Гармония художника и его вера в себя в дальнейшем будут еще предметом настороженного внимания философа. Один из сквозных образов размышлений Л. Шестова - пушкинский поэт из одноименного стихотворения 1827 года («Пока не требует поэта.»). В этой связи возникает тема ничтожности художника «меж детей ничтожных мира» в противоположность гармонической и возвышенной личности поэта в духе Шиллера, в осмыслении философа далеко выходящая за пределы собственно поэзии.
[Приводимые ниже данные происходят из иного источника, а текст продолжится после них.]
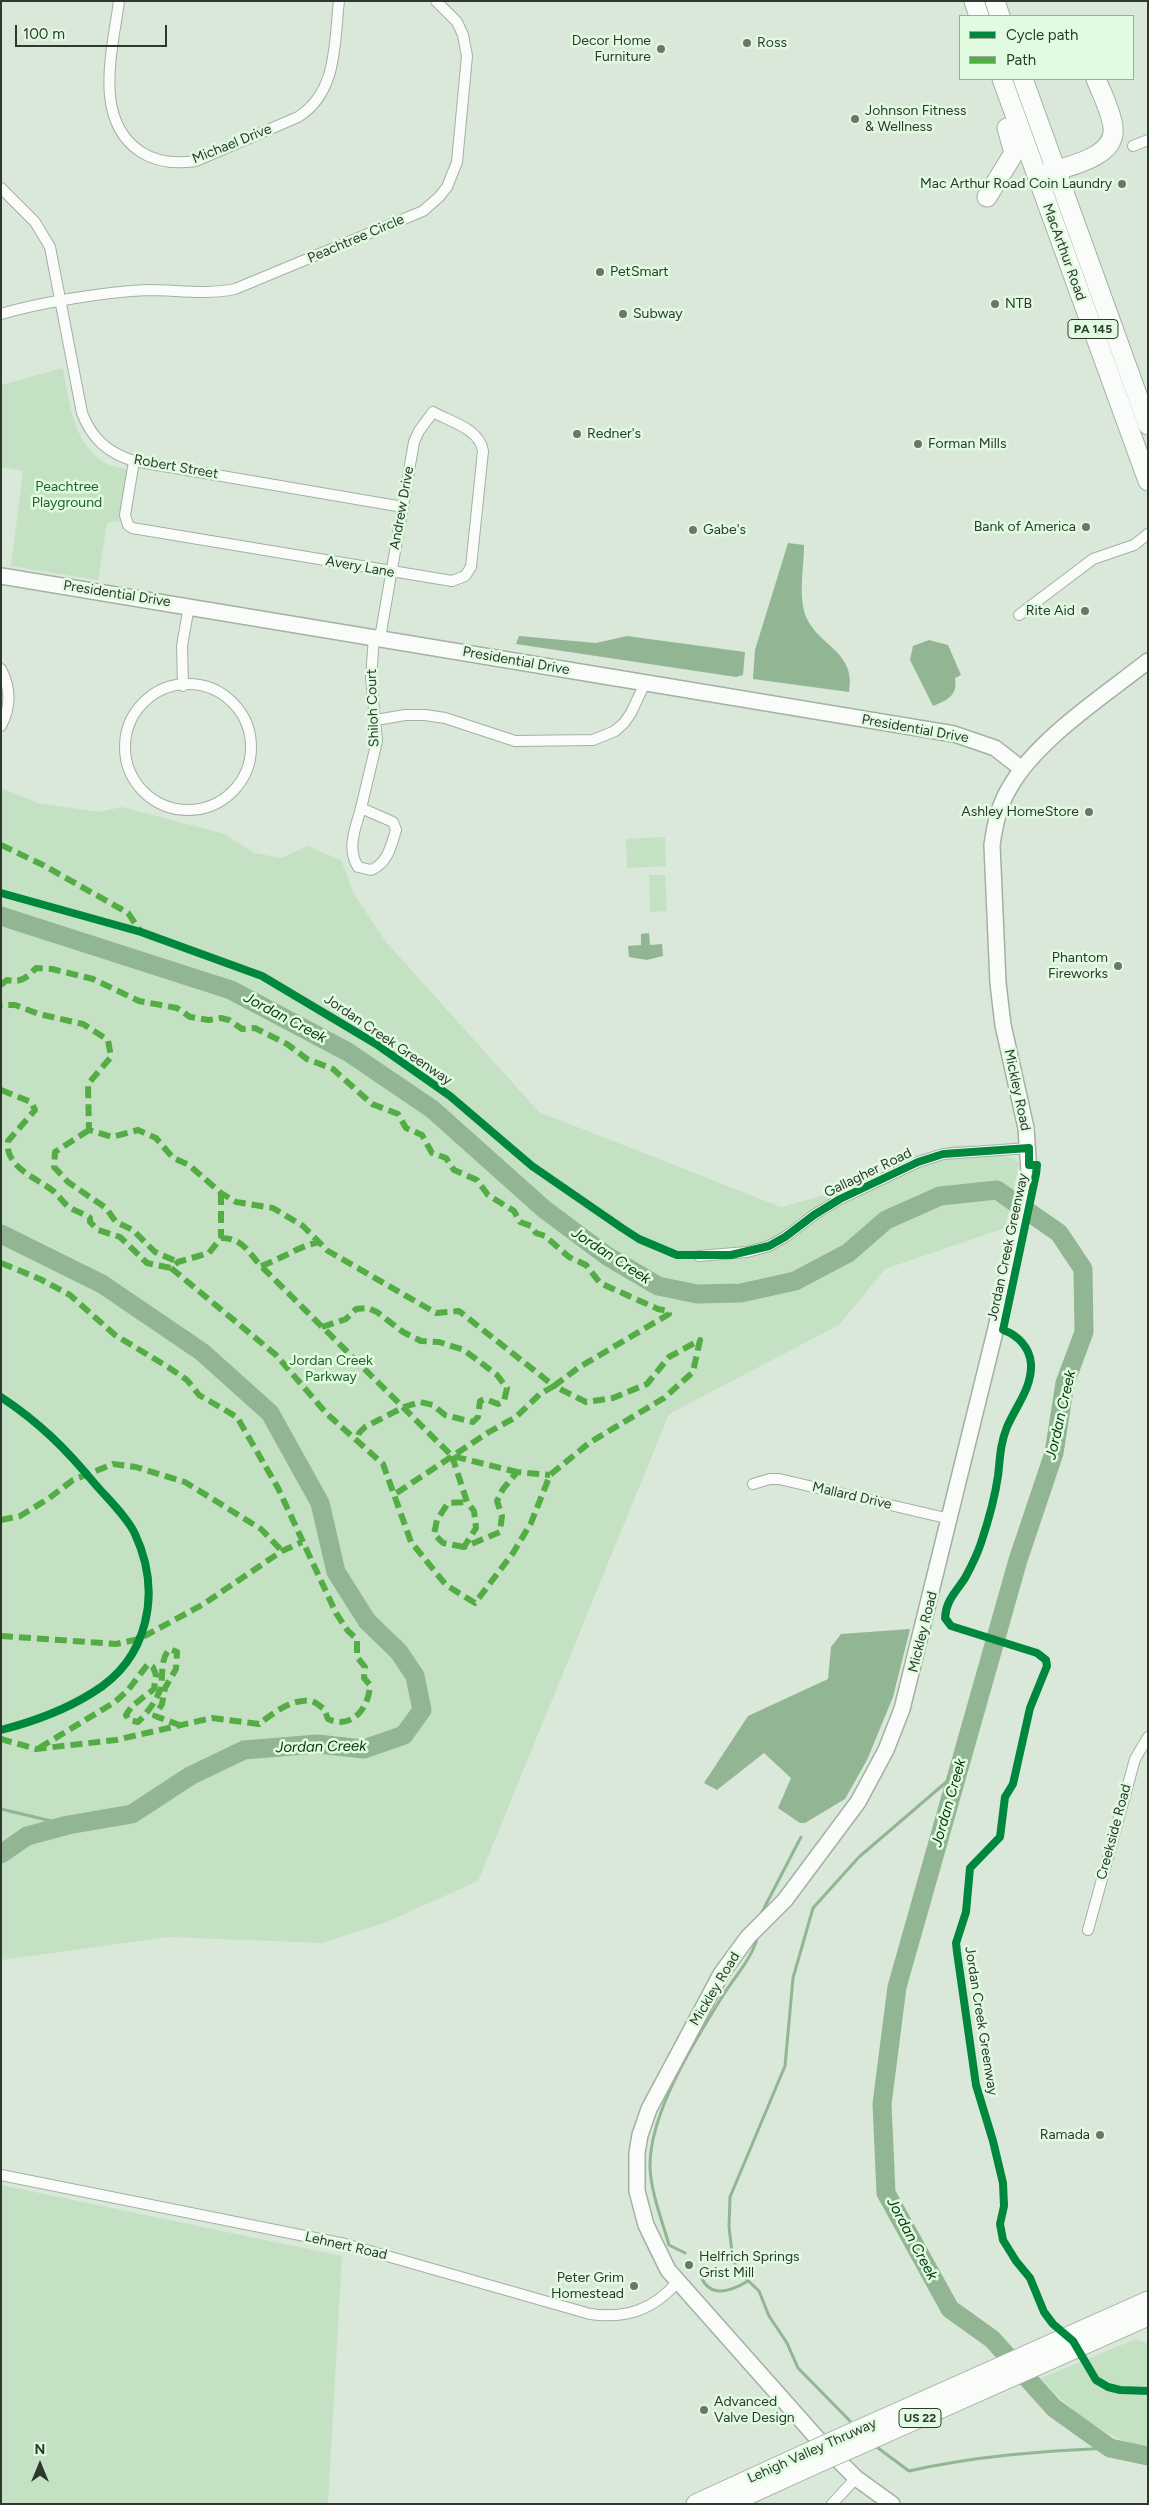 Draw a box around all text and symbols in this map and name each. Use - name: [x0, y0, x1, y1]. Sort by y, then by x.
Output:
- scale bar: [18, 15, 170, 47]
- legend: [959, 15, 1134, 80]
- text: 100 m: [23, 25, 65, 43]
- text: Cycle path: [1006, 26, 1078, 44]
- place label: Decor Home Furniture: [572, 33, 651, 65]
- place label: Ross: [757, 35, 787, 51]
- marker: Ross: [741, 37, 753, 49]
- marker: Decor Home Furniture: [655, 43, 667, 55]
- text: Path: [1006, 51, 1036, 69]
- place label: Johnson Fitness & Wellness: [865, 103, 967, 136]
- marker: Johnson Fitness & Wellness: [849, 113, 861, 125]
- street label: Michael Drive: [190, 120, 274, 168]
- place label: Mac Arthur Road Coin Laundry: [920, 176, 1112, 192]
- marker: Mac Arthur Road Coin Laundry: [1116, 178, 1128, 190]
- street label: MacArthur Road: [1039, 201, 1089, 303]
- street label: Peachtree Circle: [305, 211, 407, 267]
- place label: PetSmart: [610, 264, 669, 280]
- marker: PetSmart: [594, 266, 606, 278]
- place label: NTB: [1005, 296, 1032, 312]
- marker: NTB: [989, 298, 1001, 310]
- place label: Subway: [633, 306, 683, 322]
- marker: Subway: [617, 308, 629, 320]
- road number: PA 145: [1068, 320, 1118, 338]
- place label: Redner's: [587, 426, 641, 442]
- marker: Redner's: [571, 428, 583, 440]
- place label: Forman Mills: [928, 436, 1006, 452]
- marker: Forman Mills: [912, 438, 924, 450]
- street label: Robert Street: [132, 451, 220, 483]
- street label: Andrew Drive: [386, 465, 418, 551]
- park label: Peachtree Playground: [32, 479, 102, 512]
- place label: Bank of America: [974, 519, 1076, 535]
- marker: Bank of America: [1080, 521, 1092, 533]
- place label: Gabe's: [703, 522, 746, 538]
- marker: Gabe's: [687, 524, 699, 536]
- street label: Avery Lane: [324, 553, 396, 581]
- street label: Presidential Drive: [62, 577, 172, 611]
- place label: Rite Aid: [1026, 603, 1075, 619]
- marker: Rite Aid: [1079, 605, 1091, 617]
- street label: Presidential Drive: [461, 643, 571, 679]
- street label: Shiloh Court: [363, 669, 383, 747]
- street label: Presidential Drive: [860, 711, 970, 747]
- place label: Ashley HomeStore: [961, 804, 1079, 820]
- marker: Ashley HomeStore: [1083, 806, 1095, 818]
- place label: Phantom Fireworks: [1048, 950, 1108, 982]
- marker: Phantom Fireworks: [1112, 960, 1124, 972]
- water label: Jordan Creek: [241, 989, 329, 1047]
- street label: Jordan Creek Greenway: [321, 991, 455, 1089]
- street label: Mickley Road: [1000, 1048, 1034, 1132]
- street label: Gallagher Road: [822, 1145, 914, 1201]
- street label: Jordan Creek Greenway: [984, 1172, 1032, 1322]
- water label: Jordan Creek: [568, 1224, 654, 1288]
- park label: Jordan Creek Parkway: [289, 1353, 373, 1385]
- water label: Jordan Creek: [1042, 1369, 1080, 1461]
- street label: Mallard Drive: [811, 1479, 893, 1513]
- street label: Mickley Road: [905, 1590, 941, 1674]
- water label: Jordan Creek: [275, 1737, 367, 1757]
- water label: Jordan Creek: [928, 1757, 970, 1849]
- street label: Creekside Road: [1093, 1782, 1135, 1882]
- street label: Jordan Creek Greenway: [961, 1945, 1001, 2097]
- street label: Mickley Road: [686, 1949, 744, 2029]
- place label: Ramada: [1040, 2127, 1090, 2143]
- marker: Ramada: [1094, 2129, 1106, 2141]
- water label: Jordan Creek: [883, 2195, 941, 2283]
- street label: Lehnert Road: [303, 2228, 389, 2264]
- place label: Helfrich Springs Grist Mill: [699, 2249, 800, 2282]
- marker: Helfrich Springs Grist Mill: [683, 2259, 695, 2271]
- place label: Peter Grim Homestead: [551, 2270, 624, 2302]
- marker: Peter Grim Homestead: [628, 2280, 640, 2292]
- place label: Advanced Valve Design: [714, 2394, 795, 2426]
- marker: Advanced Valve Design: [698, 2404, 710, 2416]
- road number: US 22: [899, 2408, 941, 2428]
- street label: Lehigh Valley Thruway: [745, 2415, 879, 2487]
- north arrow: [15, 2440, 65, 2490]
- text: N: [35, 2441, 45, 2458]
Уже в «Апофеозе беспочвенности» возникает первая вариация темы Пушкин - Шиллер: бого-вдохновенное творчество поэта, осознающего себя погруженным в суету мира, в противоположность шиллеровской «благородной торжественности». Эта тема получает продолжение в статье «Вячеслав Великолепный» (1916), вошедшей позднее в книгу «Власть ключей» (1923). С одной стороны - «дифирамбический подъем» Шиллера, который так вдохновляет Вяч. Иванова, с другой - «так много страшных вопросов», мучивших Пушкина и не дававших ни малейшего повода ни к дифирамбическому восторгу, ни к назидательности. Л. Шестов останавливается на статье Вяч. Иванова из сборника «По звездам» (1909), посвященной пушкинскому стихотворению «Поэт и чернь»: «Покажется невероятным, но В. Иванов в тяжбе Пушкина с чернью берет сторону этой последней. Поэт не должен уходить от Черни. (В. Иванов пишет Чернь с прописной буквы.)» [9, т. 1, с. 251-252]. Далее следует поясняющая цитата из статьи Вяч. Иванова: «Истинный символизм должен примирить Поэта и Чернь в большом, всенародном искусстве. Минует срок отъединения. Мы идем тропой символа к мифу. Большое искусство - искусство мифотворческое. Из символа вырастает искони существовавший в возможности миф, это образное раскрытие имманентной истины духовного самоутверждения народного и вселенского» (цит. по: [9, т. 1, с. 252]). Суть рассуждений Вяч. Иванова Л. Шестов выражает следующим образом: «От поэта мы вправе требовать врачевания и очищения в разрешающем восторге» [9, т. 1, с. 253].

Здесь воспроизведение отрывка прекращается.